あと5年で死ぬとして

後腹膜平滑筋肉腫の外科治療後、肝臓に遠隔転移した33歳のつれづれ。

満腹

コロナワクチンの2回目を終えた。副反応はなかなかに辛くて、ほとんど出したことがない38度以上の熱が1日続いた。起きても眉間のあたりが重くぼーっとしてしまい、気がついたらまた眠っていて、赤ん坊や猫のように短い睡眠を繰り返した。巷で言われている重めの副反応そのもので、摂取から約34時間後、ふっと辛さから抜けた。もちろんそのあと辛さは残っていないのだが。明らかにまた食べられる量が減ってしまった。健常なときには食べ切っていた量の半分で、苦しいほど満腹になる。いつも注文する寿司は10巻たいらげていたが、6巻食べればその晩寝つけないほど苦しい。なかなか胃から先に進んでいないように思う。お腹が空かないわけではないのだが、一度に入る量が減った。

大したことないといえばそうなのだが、前回このような状態が続いて胃痛に我慢できなくなったときには、1日でも早く手術が必要と言われるほどに後腹膜腫瘍が膨れ上がっていたのだった。ほんの数日、夕飯の量が入らなくなっただけだが、これは健常の範囲なのだろうか。気にしなくていいかもしれないことも、腫瘍のせいだと勘繰ってしまう。胃痛も少しではあるが、感じる頻度が増えてきている。


昨日今日で、入江亜希の北北西に曇と行けという漫画を読んだ。アイスランドが舞台で、地球規模の大自然が素晴らしい絵とともに描かれている。アイスランドに行きたい。そして入江亜希の画力が欲しい。

1番したいことは気心の知れた現地の友人に運転してもらってドライブすることだが、残念ながら友人もいなければ英語すら話せず、免許もないうえ電車で酔えるほどに乗り物に弱い。歌もダンスもできないし、酒も飲めない、体力も力も注意力も度胸もない。…何も持ってないなあ。
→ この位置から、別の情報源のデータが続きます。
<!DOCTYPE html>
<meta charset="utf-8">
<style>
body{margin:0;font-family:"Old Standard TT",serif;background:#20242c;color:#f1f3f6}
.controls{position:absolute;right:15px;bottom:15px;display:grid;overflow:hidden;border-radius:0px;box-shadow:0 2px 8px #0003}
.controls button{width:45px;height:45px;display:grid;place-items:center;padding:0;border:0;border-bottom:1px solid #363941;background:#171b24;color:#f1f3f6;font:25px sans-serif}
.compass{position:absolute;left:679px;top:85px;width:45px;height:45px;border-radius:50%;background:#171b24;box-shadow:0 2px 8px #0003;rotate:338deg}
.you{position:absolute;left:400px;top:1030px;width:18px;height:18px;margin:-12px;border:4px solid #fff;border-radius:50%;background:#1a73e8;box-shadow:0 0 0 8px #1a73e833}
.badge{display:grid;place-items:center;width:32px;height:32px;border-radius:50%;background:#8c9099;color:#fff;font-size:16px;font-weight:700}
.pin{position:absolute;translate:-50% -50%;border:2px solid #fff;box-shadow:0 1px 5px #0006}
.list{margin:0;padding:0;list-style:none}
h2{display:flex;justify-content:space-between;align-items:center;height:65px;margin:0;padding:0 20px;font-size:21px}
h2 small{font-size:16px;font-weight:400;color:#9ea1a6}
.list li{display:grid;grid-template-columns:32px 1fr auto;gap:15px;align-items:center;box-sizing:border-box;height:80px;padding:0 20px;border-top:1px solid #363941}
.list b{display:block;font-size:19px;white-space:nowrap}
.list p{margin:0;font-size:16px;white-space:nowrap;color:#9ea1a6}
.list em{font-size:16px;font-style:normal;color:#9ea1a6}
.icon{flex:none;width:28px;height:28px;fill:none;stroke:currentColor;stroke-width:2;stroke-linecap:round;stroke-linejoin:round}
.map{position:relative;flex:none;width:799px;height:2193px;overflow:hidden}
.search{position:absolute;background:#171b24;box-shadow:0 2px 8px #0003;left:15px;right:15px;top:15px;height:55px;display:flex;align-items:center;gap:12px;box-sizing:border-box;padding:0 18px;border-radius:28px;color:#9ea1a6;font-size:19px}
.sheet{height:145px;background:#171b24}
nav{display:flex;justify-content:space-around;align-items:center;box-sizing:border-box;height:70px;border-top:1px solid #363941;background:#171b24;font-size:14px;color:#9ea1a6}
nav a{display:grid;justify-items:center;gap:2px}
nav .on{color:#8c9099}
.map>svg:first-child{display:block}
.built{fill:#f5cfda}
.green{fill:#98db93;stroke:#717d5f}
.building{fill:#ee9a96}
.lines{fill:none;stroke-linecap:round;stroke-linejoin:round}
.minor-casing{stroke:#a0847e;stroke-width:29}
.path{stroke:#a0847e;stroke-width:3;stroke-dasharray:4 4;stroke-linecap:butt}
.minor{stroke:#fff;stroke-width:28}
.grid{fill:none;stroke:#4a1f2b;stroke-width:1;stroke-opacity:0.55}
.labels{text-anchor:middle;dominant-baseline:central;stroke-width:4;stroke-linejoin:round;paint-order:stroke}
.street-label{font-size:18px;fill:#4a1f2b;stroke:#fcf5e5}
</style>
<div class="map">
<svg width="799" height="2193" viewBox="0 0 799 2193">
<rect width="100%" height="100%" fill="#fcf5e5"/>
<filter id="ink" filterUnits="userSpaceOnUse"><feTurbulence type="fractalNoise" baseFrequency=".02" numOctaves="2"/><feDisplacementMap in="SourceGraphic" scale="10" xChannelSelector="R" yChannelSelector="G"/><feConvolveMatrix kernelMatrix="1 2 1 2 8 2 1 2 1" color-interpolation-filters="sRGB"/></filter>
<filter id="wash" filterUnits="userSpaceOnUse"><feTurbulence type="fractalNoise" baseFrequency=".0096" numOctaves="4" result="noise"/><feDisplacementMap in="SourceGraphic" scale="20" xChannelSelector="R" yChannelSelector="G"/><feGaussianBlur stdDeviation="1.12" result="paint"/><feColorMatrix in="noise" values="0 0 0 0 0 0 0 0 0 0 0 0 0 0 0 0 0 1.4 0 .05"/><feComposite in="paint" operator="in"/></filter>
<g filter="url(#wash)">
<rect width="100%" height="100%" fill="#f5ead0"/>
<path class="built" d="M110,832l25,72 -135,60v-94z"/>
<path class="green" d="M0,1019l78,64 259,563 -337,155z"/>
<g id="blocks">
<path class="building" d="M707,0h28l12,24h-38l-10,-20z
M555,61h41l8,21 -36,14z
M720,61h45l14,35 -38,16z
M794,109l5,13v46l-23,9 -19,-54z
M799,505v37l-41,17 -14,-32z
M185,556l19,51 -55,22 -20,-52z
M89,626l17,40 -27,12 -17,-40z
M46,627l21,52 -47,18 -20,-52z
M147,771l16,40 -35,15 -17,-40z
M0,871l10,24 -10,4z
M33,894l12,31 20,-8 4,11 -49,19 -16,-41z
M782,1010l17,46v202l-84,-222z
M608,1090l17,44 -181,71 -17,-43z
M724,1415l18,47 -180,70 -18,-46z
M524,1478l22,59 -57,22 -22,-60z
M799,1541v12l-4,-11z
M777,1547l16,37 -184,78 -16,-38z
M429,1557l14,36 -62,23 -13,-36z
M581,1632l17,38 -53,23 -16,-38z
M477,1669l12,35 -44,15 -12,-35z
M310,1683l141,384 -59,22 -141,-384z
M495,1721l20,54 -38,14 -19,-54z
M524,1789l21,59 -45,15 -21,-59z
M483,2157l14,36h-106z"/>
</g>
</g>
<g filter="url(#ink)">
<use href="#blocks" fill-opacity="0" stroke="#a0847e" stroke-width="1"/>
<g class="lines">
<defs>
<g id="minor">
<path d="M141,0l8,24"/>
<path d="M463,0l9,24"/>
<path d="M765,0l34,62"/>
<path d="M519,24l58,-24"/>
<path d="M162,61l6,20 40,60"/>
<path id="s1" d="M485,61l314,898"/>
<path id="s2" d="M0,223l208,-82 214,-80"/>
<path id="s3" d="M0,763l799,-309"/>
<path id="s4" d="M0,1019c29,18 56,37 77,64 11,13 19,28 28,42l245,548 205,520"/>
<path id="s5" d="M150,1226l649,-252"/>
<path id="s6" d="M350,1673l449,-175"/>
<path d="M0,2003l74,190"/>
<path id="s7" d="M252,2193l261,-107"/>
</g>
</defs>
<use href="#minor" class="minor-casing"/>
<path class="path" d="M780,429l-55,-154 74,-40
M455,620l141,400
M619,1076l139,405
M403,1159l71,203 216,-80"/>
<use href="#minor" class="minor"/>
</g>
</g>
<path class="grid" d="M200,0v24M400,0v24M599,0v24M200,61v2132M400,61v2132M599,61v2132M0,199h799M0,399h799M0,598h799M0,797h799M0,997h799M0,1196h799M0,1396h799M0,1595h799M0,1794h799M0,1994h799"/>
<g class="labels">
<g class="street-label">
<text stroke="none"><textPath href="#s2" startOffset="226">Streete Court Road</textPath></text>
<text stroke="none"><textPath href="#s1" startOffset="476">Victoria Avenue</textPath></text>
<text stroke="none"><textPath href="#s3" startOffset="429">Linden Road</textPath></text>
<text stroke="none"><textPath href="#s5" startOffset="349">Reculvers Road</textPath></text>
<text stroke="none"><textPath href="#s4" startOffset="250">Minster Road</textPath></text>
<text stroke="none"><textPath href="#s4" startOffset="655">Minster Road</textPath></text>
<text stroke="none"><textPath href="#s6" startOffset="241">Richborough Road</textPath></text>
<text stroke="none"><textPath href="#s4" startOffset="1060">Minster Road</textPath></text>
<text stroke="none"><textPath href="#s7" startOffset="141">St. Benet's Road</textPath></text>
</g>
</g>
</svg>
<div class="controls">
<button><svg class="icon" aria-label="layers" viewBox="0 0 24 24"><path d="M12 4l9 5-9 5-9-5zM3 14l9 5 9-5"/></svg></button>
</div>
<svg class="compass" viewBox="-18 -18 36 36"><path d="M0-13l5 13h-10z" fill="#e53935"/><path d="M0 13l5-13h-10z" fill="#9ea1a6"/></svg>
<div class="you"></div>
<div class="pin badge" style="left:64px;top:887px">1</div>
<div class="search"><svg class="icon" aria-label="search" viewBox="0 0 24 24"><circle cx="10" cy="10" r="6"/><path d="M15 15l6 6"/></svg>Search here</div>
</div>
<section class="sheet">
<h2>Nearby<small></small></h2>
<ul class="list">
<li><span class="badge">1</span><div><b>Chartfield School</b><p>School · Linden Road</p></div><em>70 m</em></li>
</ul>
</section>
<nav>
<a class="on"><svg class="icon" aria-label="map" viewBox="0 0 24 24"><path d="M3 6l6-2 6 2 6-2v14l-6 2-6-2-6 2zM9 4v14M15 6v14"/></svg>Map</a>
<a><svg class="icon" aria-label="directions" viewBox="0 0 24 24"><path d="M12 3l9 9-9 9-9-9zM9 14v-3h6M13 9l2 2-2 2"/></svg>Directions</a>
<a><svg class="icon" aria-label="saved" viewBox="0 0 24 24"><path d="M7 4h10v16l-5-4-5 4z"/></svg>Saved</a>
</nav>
でも多少の絵心と料理ができるので、一緒に楽しむことはできる。と思っている。

この低い天井の狭い部屋で一生を終えてしまうのは、あまりにもったいないと思う。吹き抜ける風を、見渡す限りの視界を、遮るものが何もない場所。自分の力では明日も生きていけない環境。そこに立つ心許なさを、一度は経験するべきではないだろうか。
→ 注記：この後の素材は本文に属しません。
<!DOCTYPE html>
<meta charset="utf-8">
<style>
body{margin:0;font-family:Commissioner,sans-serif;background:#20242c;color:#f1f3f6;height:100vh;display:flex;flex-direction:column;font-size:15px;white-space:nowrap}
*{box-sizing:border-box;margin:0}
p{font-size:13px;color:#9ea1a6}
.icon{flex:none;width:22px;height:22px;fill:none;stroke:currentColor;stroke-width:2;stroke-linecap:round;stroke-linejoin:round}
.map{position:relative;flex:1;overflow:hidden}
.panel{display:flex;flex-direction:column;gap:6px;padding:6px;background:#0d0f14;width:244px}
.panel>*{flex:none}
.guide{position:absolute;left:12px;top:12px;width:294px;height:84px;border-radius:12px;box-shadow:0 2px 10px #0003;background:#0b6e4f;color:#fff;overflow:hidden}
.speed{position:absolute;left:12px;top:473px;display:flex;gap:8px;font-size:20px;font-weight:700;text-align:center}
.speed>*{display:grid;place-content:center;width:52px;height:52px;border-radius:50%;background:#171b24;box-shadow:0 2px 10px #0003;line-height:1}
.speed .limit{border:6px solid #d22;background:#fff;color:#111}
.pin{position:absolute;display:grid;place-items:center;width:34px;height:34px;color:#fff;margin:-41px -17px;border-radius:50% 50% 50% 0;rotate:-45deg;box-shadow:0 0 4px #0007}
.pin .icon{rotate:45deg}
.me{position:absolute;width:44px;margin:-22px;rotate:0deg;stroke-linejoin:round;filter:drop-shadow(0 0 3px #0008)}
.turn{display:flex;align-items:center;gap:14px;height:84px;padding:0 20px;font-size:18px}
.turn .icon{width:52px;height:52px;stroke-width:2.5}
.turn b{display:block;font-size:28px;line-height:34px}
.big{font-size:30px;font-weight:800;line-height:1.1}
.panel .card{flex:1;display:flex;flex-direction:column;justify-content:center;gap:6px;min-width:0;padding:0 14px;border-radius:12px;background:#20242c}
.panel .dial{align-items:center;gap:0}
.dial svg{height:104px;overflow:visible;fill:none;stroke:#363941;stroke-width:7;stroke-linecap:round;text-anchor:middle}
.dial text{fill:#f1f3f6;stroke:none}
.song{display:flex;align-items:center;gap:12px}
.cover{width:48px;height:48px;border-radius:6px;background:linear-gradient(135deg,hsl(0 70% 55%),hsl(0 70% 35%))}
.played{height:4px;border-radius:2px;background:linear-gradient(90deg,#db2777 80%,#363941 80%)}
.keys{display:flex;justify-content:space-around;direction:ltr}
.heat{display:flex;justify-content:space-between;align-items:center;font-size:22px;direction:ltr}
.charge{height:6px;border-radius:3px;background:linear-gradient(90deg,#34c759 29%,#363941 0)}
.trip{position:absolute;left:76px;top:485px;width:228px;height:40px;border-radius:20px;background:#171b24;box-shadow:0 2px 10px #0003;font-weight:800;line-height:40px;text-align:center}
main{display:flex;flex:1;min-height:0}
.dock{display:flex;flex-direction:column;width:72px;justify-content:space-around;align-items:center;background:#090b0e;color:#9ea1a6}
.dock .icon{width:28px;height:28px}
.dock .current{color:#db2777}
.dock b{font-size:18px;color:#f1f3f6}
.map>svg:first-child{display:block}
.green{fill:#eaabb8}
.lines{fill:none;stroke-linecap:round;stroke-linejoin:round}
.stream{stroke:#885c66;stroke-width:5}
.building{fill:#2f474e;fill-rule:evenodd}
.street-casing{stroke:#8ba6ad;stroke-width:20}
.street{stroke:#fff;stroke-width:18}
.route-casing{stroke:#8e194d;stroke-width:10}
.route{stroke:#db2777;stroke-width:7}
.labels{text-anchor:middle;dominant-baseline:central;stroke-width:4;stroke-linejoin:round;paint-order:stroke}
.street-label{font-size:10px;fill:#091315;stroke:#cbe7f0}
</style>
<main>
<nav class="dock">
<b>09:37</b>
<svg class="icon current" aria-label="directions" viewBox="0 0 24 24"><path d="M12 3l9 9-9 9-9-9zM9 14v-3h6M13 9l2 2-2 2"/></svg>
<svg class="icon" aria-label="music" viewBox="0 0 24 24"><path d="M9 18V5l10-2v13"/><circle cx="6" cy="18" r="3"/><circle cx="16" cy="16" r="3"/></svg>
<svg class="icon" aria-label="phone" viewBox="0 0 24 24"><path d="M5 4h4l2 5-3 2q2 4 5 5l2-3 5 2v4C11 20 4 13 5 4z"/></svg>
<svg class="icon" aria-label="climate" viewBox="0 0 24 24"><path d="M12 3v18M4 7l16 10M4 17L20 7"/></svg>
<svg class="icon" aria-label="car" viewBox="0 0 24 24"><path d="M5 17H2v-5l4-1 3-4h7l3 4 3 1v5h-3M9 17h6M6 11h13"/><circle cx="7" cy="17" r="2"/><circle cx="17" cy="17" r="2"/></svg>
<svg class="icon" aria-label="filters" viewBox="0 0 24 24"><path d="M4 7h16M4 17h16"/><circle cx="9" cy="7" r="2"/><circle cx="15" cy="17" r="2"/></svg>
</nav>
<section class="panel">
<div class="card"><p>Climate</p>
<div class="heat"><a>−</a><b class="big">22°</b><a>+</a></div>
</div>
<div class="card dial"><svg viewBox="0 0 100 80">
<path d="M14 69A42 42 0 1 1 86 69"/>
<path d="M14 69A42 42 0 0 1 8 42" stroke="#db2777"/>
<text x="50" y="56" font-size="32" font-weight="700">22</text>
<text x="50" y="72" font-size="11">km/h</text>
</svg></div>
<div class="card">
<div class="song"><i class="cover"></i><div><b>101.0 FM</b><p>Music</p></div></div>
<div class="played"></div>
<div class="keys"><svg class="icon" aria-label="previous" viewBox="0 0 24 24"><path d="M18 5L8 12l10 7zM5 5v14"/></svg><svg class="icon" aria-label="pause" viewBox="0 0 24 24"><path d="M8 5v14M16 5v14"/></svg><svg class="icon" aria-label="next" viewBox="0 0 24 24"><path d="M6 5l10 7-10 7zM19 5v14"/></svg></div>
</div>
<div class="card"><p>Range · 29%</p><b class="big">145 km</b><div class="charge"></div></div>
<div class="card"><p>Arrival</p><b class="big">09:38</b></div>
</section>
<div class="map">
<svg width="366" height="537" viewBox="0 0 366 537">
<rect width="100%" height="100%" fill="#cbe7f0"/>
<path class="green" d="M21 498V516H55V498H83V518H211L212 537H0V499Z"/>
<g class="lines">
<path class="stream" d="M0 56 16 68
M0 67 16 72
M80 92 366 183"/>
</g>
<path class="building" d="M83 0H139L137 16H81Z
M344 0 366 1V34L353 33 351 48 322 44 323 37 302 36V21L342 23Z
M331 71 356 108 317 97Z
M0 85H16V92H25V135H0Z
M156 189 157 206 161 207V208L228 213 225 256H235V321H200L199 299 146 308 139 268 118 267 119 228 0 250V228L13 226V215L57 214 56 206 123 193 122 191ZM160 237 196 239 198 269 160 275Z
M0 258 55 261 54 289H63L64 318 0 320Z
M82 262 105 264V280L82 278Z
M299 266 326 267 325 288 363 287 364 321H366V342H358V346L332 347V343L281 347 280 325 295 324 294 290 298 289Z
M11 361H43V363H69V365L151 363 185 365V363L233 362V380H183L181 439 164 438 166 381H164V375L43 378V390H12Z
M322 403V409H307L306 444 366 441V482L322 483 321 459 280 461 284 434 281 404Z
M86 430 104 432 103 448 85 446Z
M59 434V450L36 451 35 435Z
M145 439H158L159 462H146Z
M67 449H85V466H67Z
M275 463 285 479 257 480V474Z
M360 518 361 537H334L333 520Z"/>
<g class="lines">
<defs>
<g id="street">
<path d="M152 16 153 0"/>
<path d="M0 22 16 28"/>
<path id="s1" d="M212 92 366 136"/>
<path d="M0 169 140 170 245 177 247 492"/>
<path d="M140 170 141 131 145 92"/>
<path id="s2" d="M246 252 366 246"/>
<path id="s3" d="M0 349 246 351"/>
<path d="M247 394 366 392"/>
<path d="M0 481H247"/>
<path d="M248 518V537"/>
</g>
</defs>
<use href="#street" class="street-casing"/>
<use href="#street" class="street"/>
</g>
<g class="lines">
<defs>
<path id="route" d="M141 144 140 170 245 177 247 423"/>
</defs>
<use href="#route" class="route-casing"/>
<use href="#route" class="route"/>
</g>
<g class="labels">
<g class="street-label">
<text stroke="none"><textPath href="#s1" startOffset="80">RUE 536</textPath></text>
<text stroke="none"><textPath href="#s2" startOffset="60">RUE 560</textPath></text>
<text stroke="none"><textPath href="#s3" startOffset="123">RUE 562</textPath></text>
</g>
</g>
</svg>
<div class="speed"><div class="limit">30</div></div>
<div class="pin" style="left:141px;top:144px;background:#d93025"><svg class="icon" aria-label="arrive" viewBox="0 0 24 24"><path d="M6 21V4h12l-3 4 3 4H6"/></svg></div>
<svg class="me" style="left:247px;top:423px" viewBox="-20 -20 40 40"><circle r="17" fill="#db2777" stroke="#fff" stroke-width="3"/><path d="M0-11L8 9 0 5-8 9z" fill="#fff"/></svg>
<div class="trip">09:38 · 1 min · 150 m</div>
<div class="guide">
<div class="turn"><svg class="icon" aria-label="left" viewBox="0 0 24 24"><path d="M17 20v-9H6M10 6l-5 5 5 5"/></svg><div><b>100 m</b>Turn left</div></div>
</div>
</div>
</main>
猫を肩に乗せて、澄んだ空気を吸えたらどんなに幸せだろう。あまりの幸せに、想像だけで涙が出てしまう。旅行は大好きだけれど、そこに猫がいないのは、すごく寂しい。5年しか生きられないのならどこか遠くへ行きたい気持ちもあるが、私の腕におさまってしまう命を思うと、できる限り長く、そばに感じていたい。